Excerpted data START

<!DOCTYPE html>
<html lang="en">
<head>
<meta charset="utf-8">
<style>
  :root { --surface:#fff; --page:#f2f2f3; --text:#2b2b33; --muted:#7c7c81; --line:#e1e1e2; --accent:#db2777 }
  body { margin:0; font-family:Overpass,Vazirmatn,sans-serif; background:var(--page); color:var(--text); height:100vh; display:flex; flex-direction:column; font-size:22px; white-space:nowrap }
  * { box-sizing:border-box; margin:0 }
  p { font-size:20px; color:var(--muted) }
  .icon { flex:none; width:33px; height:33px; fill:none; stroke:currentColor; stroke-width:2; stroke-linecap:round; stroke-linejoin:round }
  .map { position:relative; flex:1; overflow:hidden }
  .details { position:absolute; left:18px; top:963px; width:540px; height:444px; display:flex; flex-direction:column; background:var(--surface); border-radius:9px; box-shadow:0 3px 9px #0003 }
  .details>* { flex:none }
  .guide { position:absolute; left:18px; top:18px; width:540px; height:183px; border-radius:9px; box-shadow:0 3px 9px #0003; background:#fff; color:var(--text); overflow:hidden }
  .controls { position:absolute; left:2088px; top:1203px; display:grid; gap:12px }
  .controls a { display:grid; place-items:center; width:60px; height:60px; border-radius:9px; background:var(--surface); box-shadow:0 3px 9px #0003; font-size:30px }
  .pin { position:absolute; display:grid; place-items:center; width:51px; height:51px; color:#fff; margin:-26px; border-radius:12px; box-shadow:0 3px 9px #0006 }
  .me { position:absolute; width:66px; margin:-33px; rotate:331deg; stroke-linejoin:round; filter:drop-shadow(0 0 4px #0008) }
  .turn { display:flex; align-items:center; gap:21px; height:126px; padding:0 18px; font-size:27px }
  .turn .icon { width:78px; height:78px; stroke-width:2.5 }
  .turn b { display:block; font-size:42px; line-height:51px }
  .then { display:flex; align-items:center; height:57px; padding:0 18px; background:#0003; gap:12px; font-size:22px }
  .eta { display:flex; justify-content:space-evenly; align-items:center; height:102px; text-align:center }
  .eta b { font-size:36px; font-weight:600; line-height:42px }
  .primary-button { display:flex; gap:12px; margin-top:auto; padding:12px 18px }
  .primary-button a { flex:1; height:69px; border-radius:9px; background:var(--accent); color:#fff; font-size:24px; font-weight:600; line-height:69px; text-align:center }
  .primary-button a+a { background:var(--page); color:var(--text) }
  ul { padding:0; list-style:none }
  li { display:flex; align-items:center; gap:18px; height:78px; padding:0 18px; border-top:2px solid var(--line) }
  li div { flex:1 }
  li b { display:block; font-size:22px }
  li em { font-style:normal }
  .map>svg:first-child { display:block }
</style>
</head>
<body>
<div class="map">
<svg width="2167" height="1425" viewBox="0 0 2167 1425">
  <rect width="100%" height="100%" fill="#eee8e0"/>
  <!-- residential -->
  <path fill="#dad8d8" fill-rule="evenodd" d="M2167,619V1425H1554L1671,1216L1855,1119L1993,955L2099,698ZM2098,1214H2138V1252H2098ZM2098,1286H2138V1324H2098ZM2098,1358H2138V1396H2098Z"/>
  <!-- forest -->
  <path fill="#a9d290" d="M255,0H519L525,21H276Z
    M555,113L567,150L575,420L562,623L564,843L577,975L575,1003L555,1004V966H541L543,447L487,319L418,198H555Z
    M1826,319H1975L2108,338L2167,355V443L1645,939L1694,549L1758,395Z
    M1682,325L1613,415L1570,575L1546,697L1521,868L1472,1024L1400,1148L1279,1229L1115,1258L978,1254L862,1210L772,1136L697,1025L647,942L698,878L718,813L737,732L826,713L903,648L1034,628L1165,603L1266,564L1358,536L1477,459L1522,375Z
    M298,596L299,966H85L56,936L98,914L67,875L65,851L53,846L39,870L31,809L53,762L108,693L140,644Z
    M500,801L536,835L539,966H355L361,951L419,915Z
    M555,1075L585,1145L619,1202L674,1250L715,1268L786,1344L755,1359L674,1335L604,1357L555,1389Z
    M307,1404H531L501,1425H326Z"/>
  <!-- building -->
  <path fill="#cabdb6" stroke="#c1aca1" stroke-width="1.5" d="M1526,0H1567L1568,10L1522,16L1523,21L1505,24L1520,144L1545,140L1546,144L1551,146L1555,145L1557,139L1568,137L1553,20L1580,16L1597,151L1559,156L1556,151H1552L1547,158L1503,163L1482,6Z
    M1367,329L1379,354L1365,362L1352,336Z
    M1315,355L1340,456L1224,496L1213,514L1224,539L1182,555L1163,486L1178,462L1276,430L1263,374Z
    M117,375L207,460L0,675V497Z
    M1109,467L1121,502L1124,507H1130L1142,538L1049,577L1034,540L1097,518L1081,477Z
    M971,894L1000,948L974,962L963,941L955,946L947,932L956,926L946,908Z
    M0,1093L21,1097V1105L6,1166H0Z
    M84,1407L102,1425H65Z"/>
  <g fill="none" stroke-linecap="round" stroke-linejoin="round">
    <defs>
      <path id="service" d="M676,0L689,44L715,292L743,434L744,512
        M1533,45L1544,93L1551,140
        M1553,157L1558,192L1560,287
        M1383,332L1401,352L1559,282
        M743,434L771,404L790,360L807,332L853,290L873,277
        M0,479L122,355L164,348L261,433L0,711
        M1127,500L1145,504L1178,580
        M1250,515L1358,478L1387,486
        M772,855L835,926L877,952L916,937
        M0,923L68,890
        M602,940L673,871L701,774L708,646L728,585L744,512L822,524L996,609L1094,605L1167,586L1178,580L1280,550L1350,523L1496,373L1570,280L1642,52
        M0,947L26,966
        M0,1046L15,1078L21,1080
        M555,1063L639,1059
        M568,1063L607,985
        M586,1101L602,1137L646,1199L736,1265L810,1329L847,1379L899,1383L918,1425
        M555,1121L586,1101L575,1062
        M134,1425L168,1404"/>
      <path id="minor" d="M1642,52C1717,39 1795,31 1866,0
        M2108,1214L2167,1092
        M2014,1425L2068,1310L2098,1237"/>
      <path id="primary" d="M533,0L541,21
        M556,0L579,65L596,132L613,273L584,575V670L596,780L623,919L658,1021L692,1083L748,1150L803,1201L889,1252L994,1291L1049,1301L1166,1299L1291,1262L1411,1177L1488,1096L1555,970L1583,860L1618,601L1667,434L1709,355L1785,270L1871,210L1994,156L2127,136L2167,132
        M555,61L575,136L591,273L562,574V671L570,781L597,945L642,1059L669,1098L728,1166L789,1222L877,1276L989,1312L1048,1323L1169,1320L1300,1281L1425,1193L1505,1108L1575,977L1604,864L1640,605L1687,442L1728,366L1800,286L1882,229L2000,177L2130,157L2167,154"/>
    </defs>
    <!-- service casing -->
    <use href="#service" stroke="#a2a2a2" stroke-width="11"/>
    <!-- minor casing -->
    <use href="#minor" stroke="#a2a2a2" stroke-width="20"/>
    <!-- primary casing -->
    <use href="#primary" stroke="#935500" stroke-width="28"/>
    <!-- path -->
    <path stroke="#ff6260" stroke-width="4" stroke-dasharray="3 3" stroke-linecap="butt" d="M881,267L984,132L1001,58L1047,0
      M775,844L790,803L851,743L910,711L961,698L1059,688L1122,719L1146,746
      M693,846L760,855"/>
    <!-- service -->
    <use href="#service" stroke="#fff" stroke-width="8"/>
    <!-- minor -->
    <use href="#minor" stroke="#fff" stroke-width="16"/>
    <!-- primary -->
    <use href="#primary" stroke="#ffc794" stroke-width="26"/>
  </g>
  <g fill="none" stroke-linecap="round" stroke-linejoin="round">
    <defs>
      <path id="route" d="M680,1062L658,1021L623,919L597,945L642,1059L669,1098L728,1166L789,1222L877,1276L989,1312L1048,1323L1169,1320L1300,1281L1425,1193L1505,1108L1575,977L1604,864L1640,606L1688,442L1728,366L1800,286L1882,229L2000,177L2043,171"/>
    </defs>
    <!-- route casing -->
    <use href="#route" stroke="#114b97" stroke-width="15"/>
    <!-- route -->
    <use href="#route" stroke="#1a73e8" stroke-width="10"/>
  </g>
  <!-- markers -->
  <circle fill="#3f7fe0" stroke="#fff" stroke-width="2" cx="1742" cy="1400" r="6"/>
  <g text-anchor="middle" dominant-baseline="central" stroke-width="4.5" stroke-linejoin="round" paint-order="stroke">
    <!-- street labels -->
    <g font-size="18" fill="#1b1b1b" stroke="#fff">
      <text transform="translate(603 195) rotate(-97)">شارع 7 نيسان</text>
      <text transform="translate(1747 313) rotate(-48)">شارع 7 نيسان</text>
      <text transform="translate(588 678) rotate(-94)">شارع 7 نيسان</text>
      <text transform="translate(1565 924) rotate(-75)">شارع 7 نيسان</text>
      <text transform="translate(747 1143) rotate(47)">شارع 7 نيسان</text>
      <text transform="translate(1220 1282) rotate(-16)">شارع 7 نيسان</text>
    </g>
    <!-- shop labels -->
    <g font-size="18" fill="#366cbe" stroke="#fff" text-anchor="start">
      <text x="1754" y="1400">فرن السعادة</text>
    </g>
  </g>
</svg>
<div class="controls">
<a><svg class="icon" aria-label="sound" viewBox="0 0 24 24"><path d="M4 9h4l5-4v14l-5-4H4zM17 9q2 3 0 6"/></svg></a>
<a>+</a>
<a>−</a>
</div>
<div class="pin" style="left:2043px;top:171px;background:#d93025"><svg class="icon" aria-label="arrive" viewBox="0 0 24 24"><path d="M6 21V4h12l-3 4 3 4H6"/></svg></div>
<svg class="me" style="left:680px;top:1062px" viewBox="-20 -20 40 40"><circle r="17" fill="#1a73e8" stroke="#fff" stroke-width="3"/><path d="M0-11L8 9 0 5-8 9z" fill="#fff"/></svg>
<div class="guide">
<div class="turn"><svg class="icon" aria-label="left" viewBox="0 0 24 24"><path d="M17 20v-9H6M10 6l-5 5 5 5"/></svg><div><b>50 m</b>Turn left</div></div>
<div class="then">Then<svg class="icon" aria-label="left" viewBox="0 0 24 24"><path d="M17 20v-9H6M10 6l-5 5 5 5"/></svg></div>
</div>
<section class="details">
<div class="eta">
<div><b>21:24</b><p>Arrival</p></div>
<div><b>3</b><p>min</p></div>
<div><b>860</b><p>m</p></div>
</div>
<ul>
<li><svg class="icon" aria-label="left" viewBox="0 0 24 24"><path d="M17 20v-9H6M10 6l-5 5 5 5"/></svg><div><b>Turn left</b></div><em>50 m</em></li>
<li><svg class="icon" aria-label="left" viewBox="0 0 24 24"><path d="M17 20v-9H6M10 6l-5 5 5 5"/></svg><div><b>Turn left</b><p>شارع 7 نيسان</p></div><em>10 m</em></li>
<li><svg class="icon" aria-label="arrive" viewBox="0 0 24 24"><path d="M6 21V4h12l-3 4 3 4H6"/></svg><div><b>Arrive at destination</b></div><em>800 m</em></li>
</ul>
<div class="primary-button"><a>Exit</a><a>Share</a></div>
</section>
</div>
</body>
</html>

Excerpted data END

**Your instructions**
Every line in the listing above that mentions "grid" should be returned.

**Answer below**
  .controls { position:absolute; left:2088px; top:1203px; display:grid; gap:12px }
  .controls a { display:grid; place-items:center; width:60px; height:60px; border-radius:9px; background:var(--surface); box-shadow:0 3px 9px #0003; font-size:30px }
  .pin { position:absolute; display:grid; place-items:center; width:51px; height:51px; color:#fff; margin:-26px; border-radius:12px; box-shadow:0 3px 9px #0006 }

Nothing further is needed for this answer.